## [What the task asks]
Below are the records; pull every line that includes "font".

Saved entries:
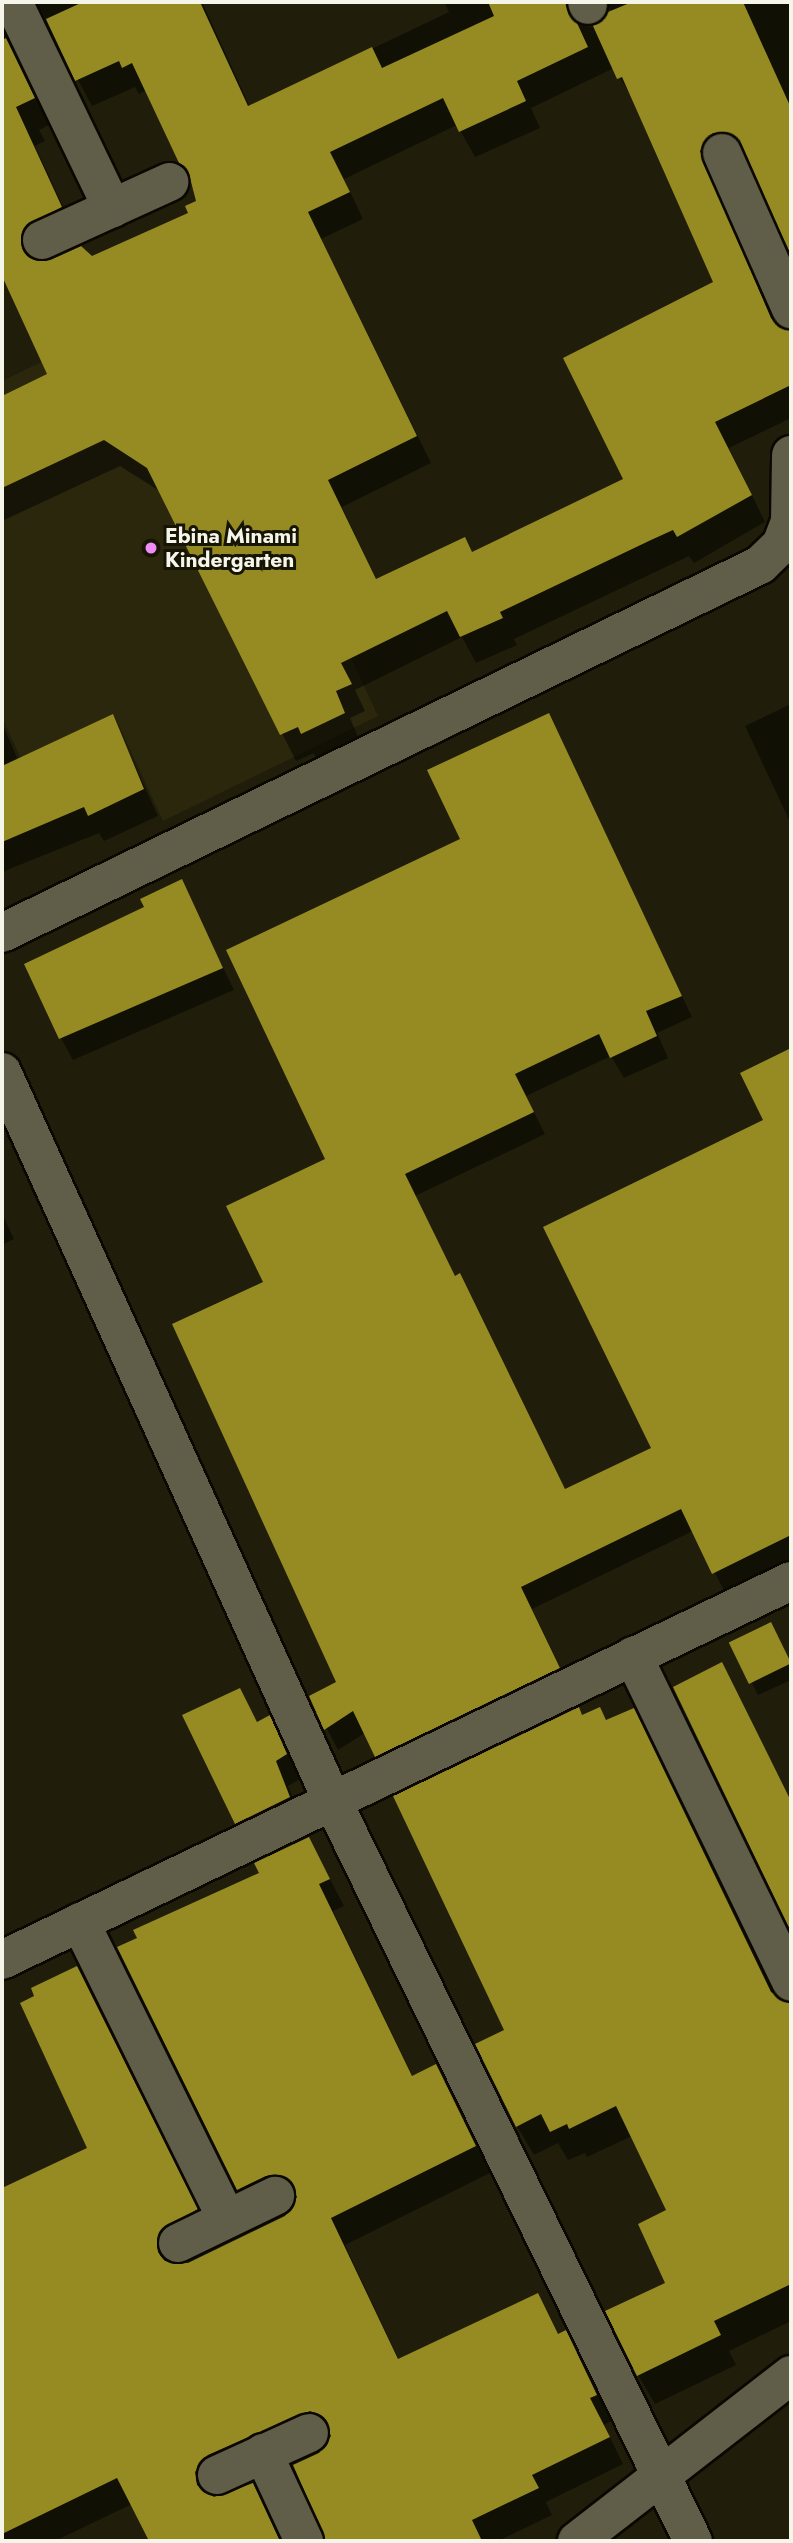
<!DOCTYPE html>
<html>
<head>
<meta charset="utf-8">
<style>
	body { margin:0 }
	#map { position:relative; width:793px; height:2543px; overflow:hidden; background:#201e0a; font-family:Jost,sans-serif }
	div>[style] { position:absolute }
	.built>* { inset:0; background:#2a270c }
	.shadow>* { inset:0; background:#0007 }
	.building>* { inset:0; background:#968b23; transform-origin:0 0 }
	.roads { filter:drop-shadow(2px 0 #0a0800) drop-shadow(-2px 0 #0a0800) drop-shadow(0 2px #0a0800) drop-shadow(0 -2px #0a0800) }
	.minor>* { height:38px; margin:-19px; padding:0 19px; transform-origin:19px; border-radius:19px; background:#605e49 }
	.dots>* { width:19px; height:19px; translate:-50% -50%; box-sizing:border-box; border:4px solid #161403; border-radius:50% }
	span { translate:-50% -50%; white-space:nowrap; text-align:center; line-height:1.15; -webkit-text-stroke:6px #161403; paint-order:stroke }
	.poi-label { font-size:21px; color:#f6f5e9; font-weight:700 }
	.left { translate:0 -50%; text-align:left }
	.frame { position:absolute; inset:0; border:4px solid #f6f5e9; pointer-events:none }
</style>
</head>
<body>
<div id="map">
	<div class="built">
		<div style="clip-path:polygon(181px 295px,378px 716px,163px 821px,115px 717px,21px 759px,2px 717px,2px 381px)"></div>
	</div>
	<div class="shadow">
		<div style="clip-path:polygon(evenodd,2px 2px,202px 2px,250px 107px,449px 12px,444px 2px,791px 2px,791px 251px,754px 166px,741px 157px,715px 177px,778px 329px,791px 330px,791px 418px,729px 448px,765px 522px,694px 563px,689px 556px,514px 639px,517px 645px,476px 663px,462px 637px,355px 690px,365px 711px,350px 718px,359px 739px,317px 760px,314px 753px,296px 761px,161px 492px,120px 466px,2px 521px,2px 398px,49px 375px,2px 269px,2px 2px,30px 6px,41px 10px,92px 106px,135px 87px,139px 94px,147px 90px,194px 186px,198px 201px,190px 214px,91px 258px,38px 260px,76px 234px,35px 146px,45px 141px,39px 130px,49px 125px,7px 39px,10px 16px,30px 6px,2px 2px,609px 7px,611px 11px,596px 27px,580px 26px,595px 8px,609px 7px,2px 2px,614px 68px,636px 104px,716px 283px,626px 480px,472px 554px,377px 581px,342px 507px,431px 463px,321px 239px,363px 219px,344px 179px,457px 125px,475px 157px,540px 128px,531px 108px,614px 68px)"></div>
		<div style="clip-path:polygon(791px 704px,791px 824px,745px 726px)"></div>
		<div style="clip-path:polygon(548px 715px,692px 1017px,657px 1033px,668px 1058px,624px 1078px,611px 1056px,526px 1096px,545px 1134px,415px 1196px,456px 1278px,460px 1276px,472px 1297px,566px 1491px,653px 1448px,765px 1121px,742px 1074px,791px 1050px,791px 1562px,726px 1594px,693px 1531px,532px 1609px,571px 1690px,389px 1777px,365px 1733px,338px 1750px,311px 1697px,338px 1683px,265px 1283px,328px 1160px,462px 840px)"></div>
		<div style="clip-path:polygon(112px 716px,158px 816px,104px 841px,99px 833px,2px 872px,2px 723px,18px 760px)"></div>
		<div style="clip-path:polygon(181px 881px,234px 990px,73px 1060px,61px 1038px,146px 908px)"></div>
		<div style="clip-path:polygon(2px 1214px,14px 1239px,2px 1245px)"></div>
		<div style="clip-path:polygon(778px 1637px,791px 1665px,791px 1680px,758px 1695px,732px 1643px)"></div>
		<div style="clip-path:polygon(721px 1664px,791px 1800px,791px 1928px,675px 1688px)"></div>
		<div style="clip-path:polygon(239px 1690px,258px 1723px,269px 1718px,300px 1779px,288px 1786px,303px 1822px,251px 1847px,236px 1823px)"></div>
		<div style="clip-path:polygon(600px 1709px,607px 1721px,633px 1710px,776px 1999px,791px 2003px,791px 2321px,729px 2351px,736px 2365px,655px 2404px,638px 2375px,667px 2283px,669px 2211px,632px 2136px,587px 2157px,585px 2153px,568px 2160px,558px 2143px,534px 2155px,517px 2126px,507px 2031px,582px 1717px)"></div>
		<div style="clip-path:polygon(309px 1839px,344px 1906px,333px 1911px,413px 2077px,436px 2066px,490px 2173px,345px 2245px,399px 2360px,537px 2295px,559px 2336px,565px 2333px,580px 2359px,611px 2421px,604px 2425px,623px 2464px,546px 2502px,552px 2515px,498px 2541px,327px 2541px,295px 2465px,320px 2454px,329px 2440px,316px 2439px,223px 2481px,210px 2500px,252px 2485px,281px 2541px,150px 2541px,132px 2504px,55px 2541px,2px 2541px,2px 2190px,90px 2148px,37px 1997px,77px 1968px,92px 1994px,211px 2236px,175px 2257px,174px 2264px,187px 2265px,286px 2217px,295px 2203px,282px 2202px,254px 2215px,119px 1948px,261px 1873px)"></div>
	</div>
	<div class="building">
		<div style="clip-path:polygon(83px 2px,200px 2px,248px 106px,372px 47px,382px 68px,494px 16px,488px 2px,566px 2px,577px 23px,588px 47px,517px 81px,526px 101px,459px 132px,443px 98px,330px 152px,350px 192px,308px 212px,417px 436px,328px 480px,376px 579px,465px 537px,472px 552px,623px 479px,563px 358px,713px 282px,622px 77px,617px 79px,593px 26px,608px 12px,632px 2px,743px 2px,791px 108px,791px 255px,735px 136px,713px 133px,700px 151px,771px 318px,779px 327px,791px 330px,791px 385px,715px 422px,752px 495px,677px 537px,673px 530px,651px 540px,500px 612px,503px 618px,460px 637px,447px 611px,341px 663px,352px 684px,336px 691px,345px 713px,301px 734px,298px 727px,280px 735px,147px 468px,104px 440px,2px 488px,2px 396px,47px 374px,2px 276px,2px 40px,6px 38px,35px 98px,16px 107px,62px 207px,24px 228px,22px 248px,29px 257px,50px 260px,81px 246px,92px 256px,188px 213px,185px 206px,196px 201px,189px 174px,179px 163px,132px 63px,122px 68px,119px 61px,75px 81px,46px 19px)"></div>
		<div style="clip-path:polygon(549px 713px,682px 996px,646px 1011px,657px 1036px,610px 1058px,599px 1034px,515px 1074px,534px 1112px,405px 1174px,455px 1276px,460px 1273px,565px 1489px,651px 1448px,543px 1227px,763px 1120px,740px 1073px,791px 1048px,791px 1535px,712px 1574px,681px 1509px,521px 1587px,560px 1668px,375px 1757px,353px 1711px,324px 1730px,309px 1696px,336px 1682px,172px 1324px,263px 1282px,226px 1206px,325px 1159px,226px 950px,460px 839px,427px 770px)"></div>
		<div style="clip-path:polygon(113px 714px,144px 789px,88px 816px,84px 807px,2px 842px,2px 766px)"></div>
		<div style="clip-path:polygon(182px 879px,223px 968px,59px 1039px,24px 964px,144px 907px,140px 899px)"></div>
		<div style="left:771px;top:1622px;width:46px;height:47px;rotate:64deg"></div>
		<div style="clip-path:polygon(722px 1662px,791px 1801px,791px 1932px,673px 1687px)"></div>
		<div style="clip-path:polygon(240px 1688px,257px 1722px,270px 1715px,287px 1754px,276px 1761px,290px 1797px,235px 1824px,182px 1715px)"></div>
		<div style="clip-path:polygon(579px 1707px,582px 1715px,600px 1707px,606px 1720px,634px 1708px,771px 1992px,791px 2004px,791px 2284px,714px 2321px,721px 2335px,637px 2376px,605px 2311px,665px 2283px,638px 2224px,666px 2210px,616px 2106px,569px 2129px,567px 2124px,550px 2132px,541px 2114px,516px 2127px,475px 2044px,504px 2030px,393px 1796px)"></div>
		<div style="clip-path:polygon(309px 1837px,330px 1879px,319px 1884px,412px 2076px,436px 2064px,476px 2146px,331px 2218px,398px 2359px,538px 2293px,558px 2334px,566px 2330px,597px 2395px,590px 2398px,610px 2437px,532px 2475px,539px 2488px,472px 2520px,482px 2541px,326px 2541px,293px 2465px,319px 2453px,331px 2436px,322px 2416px,310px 2411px,208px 2455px,195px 2472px,197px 2485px,214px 2497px,253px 2483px,280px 2541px,149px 2541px,117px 2478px,2px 2534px,2px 2188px,87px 2148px,20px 2003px,34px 1996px,31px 1988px,77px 1966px,198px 2209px,160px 2231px,158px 2252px,165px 2261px,188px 2263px,285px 2216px,297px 2197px,287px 2178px,266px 2176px,237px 2190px,117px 1947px,137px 1938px,133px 1930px,259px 1873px,254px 1863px)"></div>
	</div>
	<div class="roads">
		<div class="minor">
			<div style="left:13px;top:2px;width:229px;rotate:64.3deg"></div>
			<div style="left:587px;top:2px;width:3px;rotate:72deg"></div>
			<div style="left:722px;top:153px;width:171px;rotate:66.1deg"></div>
			<div style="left:42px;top:240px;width:140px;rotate:-24.5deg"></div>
			<div style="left:2px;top:933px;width:843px;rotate:-25.9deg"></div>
			<div style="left:760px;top:565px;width:29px;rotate:-44deg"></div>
			<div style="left:781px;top:545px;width:25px;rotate:-69deg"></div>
			<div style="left:790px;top:522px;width:67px;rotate:-89.1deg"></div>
			<div style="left:2px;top:1072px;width:799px;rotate:65.62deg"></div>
			<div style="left:332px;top:1800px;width:824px;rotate:64.03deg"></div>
			<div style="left:633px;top:1656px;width:362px;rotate:64.1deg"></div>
			<div style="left:80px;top:1922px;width:331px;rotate:63.7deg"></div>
			<div style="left:2px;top:1960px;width:875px;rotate:-25.66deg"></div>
			<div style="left:178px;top:2243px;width:108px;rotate:-25.9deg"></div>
			<div style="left:263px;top:2453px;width:97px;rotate:65deg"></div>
			<div style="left:217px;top:2475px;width:101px;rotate:-24.5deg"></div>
			<div style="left:577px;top:2541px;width:271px;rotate:-37.8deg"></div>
		</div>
	</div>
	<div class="dots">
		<div style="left:151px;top:548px;background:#ee8cf8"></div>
	</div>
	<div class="poi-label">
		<span class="left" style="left:165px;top:548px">Ebina Minami<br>Kindergarten</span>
	</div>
	<div class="frame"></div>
</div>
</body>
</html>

## [Exercise result]
	#map { position:relative; width:793px; height:2543px; overflow:hidden; background:#201e0a; font-family:Jost,sans-serif }
	.poi-label { font-size:21px; color:#f6f5e9; font-weight:700 }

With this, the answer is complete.